— Ты свою женушку на первотелок поставь! Все под крылом держишь? А раз мой в бегах, заступиться, глядишь, некому, вот и ездите на Марине? Пусть ее сопливики с голоду дохнут. Пожалеть их некому…
— Марина ты, Марина, — покачал головой Иван Макарович, — язык у тебя без костей, вот и городишь что попадя… Правильно, без отца, но неужто твои дети чем обижены? А с первотелками трудно первый год перебиться, а там и пойдет. Доярки ведь больше телятниц зарабатывают!
— Год не урод, в году триста шестьдесят пять дней, а мне сейчас пожить хочется!
Кричала, кричала Марина, отказывалась, а как Надежда перешла на первотелок, и та за ней — чужое все завидно!
Надежда не корила мужа, что не сумел на своем настоять. Значит, так надо. Она хоть и старше его была, а во всем слушалась. Жалела. Да и как не жалеть, ежели он ни разу, ни единым словом не упрекнул ее. А ведь было за что, ой было! Сколько уж лет прошло, а она себе не простила, что связалась тогда с Костей-шаромыжником. Горы золотые сулил, квартиру в городе. А как своего добился, так и исчез. Был Костик, песни пел, на гармони играл, и — нет Костика. Будто корова языком слизнула. Вместе с гармошкой.

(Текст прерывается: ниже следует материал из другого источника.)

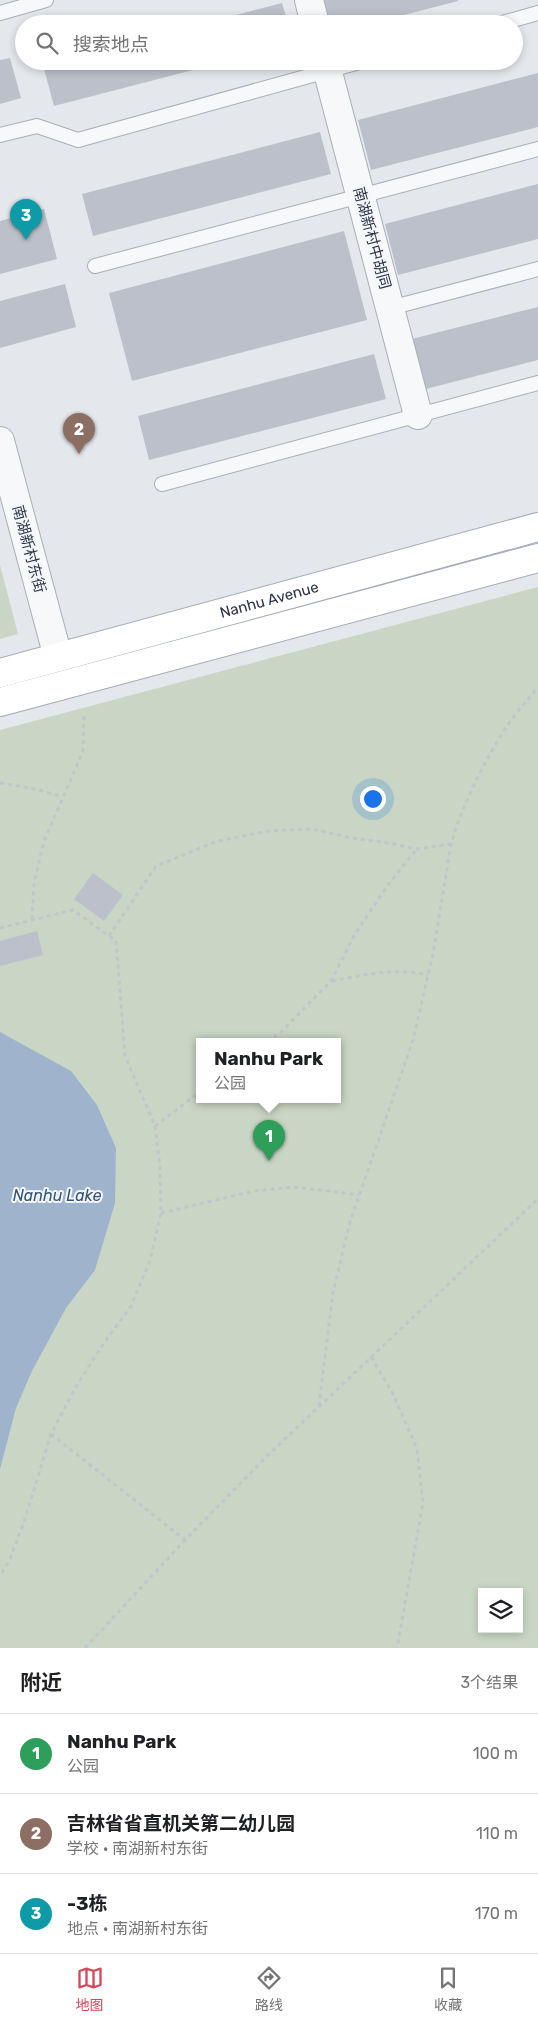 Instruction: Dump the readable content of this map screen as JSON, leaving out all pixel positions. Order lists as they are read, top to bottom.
{
  "streets": {
    "main road": ["Nanhu Avenue"],
    "street": ["南湖新村中胡同", "南湖新村东街"]
  },
  "crossings": [
    ["南湖新村东街", "Nanhu Avenue"]
  ],
  "water": ["Nanhu Lake"],
  "page": {
    "search": "搜索地点",
    "pins": ["3", "2", "1"],
    "popup": ["Nanhu Park", "公园"],
    "heading": ["附近", "3个结果"],
    "list": [
      {
        "mark": "1",
        "name": "Nanhu Park",
        "note": "公园",
        "value": "100 m"
      },
      {
        "mark": "2",
        "name": "吉林省省直机关第二幼儿园",
        "note": "学校 · 南湖新村东街",
        "value": "110 m"
      },
      {
        "mark": "3",
        "name": "-3栋",
        "note": "地点 · 南湖新村东街",
        "value": "170 m"
      }
    ],
    "nav": ["地图", "路线", "收藏"]
  }
}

Всю весну проплакала она тогда, убивалась, руки хотела на себя наложить. А летом вернулся после окончания института в деревню Ваня. Уже не Ваня — Иван Макарович. Купалась она однажды в озере, а он мимо шел. Ну, и остановился.
— Теплая вода? — спросил.
— Ой, теплая, Иван Макарович!
— А чего ты меня по отчеству кличешь? Не вместе ли в школу бегали?

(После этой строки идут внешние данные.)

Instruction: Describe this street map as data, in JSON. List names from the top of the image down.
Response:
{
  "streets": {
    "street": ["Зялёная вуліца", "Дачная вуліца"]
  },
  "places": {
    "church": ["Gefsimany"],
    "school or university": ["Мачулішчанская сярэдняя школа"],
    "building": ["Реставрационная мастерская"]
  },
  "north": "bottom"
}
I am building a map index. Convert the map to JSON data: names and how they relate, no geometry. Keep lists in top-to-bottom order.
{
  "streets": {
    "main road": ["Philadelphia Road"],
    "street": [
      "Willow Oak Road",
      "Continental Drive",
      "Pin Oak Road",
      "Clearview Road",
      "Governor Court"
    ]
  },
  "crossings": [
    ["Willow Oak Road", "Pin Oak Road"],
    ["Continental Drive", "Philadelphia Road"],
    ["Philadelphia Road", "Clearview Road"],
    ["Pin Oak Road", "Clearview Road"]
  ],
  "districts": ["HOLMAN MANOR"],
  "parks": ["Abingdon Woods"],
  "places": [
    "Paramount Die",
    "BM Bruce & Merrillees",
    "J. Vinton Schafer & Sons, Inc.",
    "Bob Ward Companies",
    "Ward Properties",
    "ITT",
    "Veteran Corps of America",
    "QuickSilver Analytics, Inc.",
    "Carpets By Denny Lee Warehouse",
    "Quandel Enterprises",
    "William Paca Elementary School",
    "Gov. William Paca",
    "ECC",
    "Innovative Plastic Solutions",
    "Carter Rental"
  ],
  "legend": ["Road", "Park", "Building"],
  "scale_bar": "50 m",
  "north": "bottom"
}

— Когда это было? Быльем поросло…
До позднего вечера просидели они тогда на берегу, и он все ее выспрашивал, все выспрашивал. Не то что Костик. Тот сам любил поговорить, никому слова не давал сказать. А этот все слушал. И незаметно для самой себя Надежда рассказала ему все-все. Никому не рассказывала, все в душе таила, но, видать, лопнули пружина — выплеснулась обида через край вместе со слезами, с проклятьями, и не только на Костика, а на весь растудыканный мужской род, чтоб глазоньки его никогда не видели, чтоб ушеньки никогда его не слыхивали.
— Зачем так? — утешал ее Иван Макарович. — Не все ведь подлецы. Один, другой попадется, а вы — весь мир виноват…
Он и еще что-то говорил тогда, утешал ее — Надежда не слышала. Лягушки мешали. Как оголтелые кричали они в озере, и не только в озере, но и в кустах. Их скрипуче-призывные голоса наполняли всю ночь. Казалось, сам воздух скрипел от их любовного верещания.
Надежда пошарила рукой по берегу, отыскала в темноте камень и наугад запустила им в воду.
— Ты чего? — засмеялся Иван Макарович.
— А пусть не верещат, всю душу выматывают.
— Ну вот, теперь и лягушки виноваты… — И вдруг совсем невпопад он предложил ей: — Выходи за меня замуж.
Ей показалось, что она ослышалась, и снова запустила камнем в лягушек: уймитесь, бесстыдницы! Но, взглянув на Ивана Макаровича, поняла: не шутит. Но как же так? После всего, что она ему рассказала? И, сгорая от стыда, от жгучего чувства раскаяния, Надежда пустилась наутек. Помнится, она вбежала в сенцы, переполошив спящих за стеной кур, бросилась на кровать и снова проплакала всю ночь, и лишь под утро пришло наконец облегчение. Она села в кровати, обхватила руками голые плечи, будто впервые почувствовав свое тело, и тихонько рассмеялась:
— Чего-то я плачу? Радоваться нужно, а я плачу…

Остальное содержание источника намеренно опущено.